Many of the evaluation criteria will require qualitative rather than quantitative data collection and analysis. The value of the information will far exceed the time spent on understanding the issues through carefully formulated open questions and systematic analysis. I believe that comments that more than 5 or 6 criteria will be ‘too many’ are exaggerated; I routinely work with many more. But it will demand that qualitative analysis and synthesis are done with the necessary intelligence and rigour.

Design Principles 2018

Please click the table image to view the larger version.

DAC Criteria 2018

Please click on the image to view the larger version of the table.

In conclusion

It is the design of interventions, and the way they are implemented, that need to be updated to reflect a better understanding of, and dealing with development – not only our DAC criteria. The fragmentation, the reductionist thinking, the soft power agendas, the belief in outdated models and ideologies at the cost of learning from real success stories, the lack of engagement with concepts and the obsession with ‘methods’ and ‘tools’, the lack of innovation in capacity building that spans the interests and capacities of the Global North and Global South – all of this needs our concerted attention. We need to revise not only the DAC criteria, but also apply the wisdom we have gleaned from our engagement with development in order to improve the principles on which intervention designs are based.

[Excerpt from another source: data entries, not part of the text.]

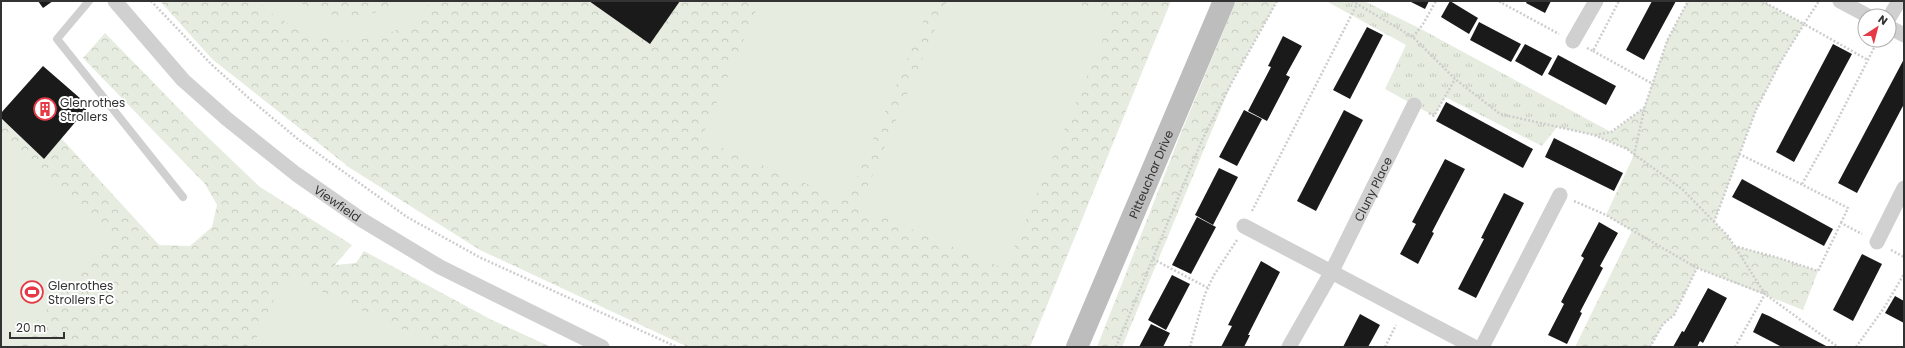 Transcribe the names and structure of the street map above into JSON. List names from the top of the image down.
{
  "streets": {
    "street": ["Pitteuchar Drive", "Cluny Place", "Viewfield"]
  },
  "places": {
    "building": ["Glenrothes Strollers"],
    "sports": ["Glenrothes Strollers FC"]
  },
  "scale_bar": "20 m",
  "north": "top right"
} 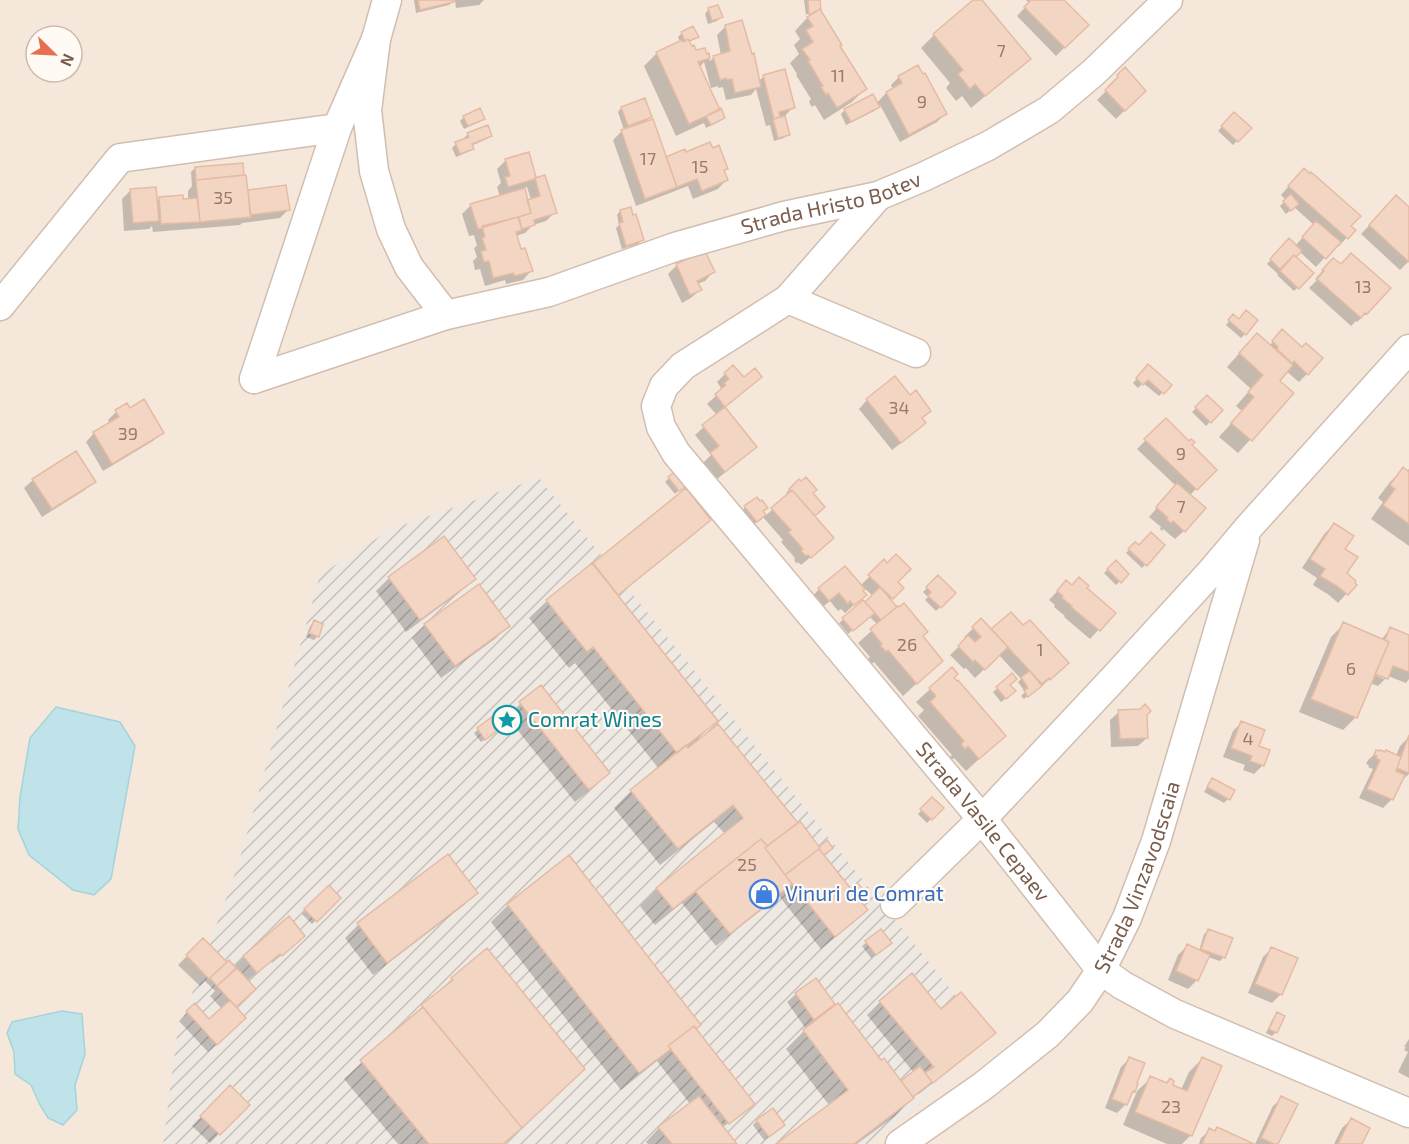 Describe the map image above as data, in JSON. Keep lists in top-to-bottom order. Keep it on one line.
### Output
{"streets":{"street":["Strada Hristo Botev","Strada Vasile Cepaev","Strada Vinzavodscaia"]},"crossings":[["Strada Vasile Cepaev","Strada Vinzavodscaia"]],"places":{"place":["Comrat Wines"],"shop":["Vinuri de Comrat"]},"house_numbers":["7","11","9","17","15","35","13","34","39","9","7","26","1","6","4","25","23"],"north":"bottom right"}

I trust that not (only) the OECD DAC, ECG and UNEG, but in particular the evaluation communities in the Global South, and also in the Global North – perhaps through EvalPartners and IOCE – will apply our minds to how we can improve and rally around a new Global Evaluation Agenda that grips the imagination of others far beyond our own rather small (in global terms) community.

I love our profession and practice. It has done a lot of good, and can do so much more. I look forward to collaborating and aligning with everyone who shares the vision of a better world, supported by evaluation as profession and practice that contributes as well as it possibly can to the type of development that our world now so urgently needs.

Share this article

Zenda Ofir

Zenda Ofir is an independent South African evaluator. Based near Geneva, she works across Africa and Asia. A former AfrEA President, IOCE Vice-President and AEA Board member, she is at present IDEAS Vice-President, Lead Steward of the SDG Transformations Forum A&E Working Group and Honorary Professor at Stellenbosch University.


  1. Dear Zenda

    Thank you for this great contribution on design principles in support of development and also on evaluation criteria. I really appreciate them. Congratulations!
    But i have some comments.

    First on design principles, you don’t mention the principle of accountability. I think it is very important in the context of results-based management. It can help too much in the management of the project and help inform stakeholders on the implementation of the project. It is a tool for good governement.
    You didn’t mention also the “make do” principle. It seems important to strengthen the decentralization process in Africa. Central Government can’t implement all the interventions alone and also need local governements, civil society and development agencies. It is important in the context of SDGs where it is promoted “no-one left behind”

    Secondly in evaluation criteria, i suggest that ecological sustainability be a part of intersecting impact and sustainability. I think it is also important to save efficiency criteria because this criteria is useful to appreciate the achievement of development result with ressources used for that.
    You didn’t mention also the criteria on culture and cultural differences. It can be important to consider them in some specific contexts. In Africa context, there is Agenda 2063. The objective 16 of the Agenda 2063 is focus on culture and all the african countries are working to align theirs development plans on the 20 objectives of Agenda 2063. So have a specific evaluation criteria on culture can be useful.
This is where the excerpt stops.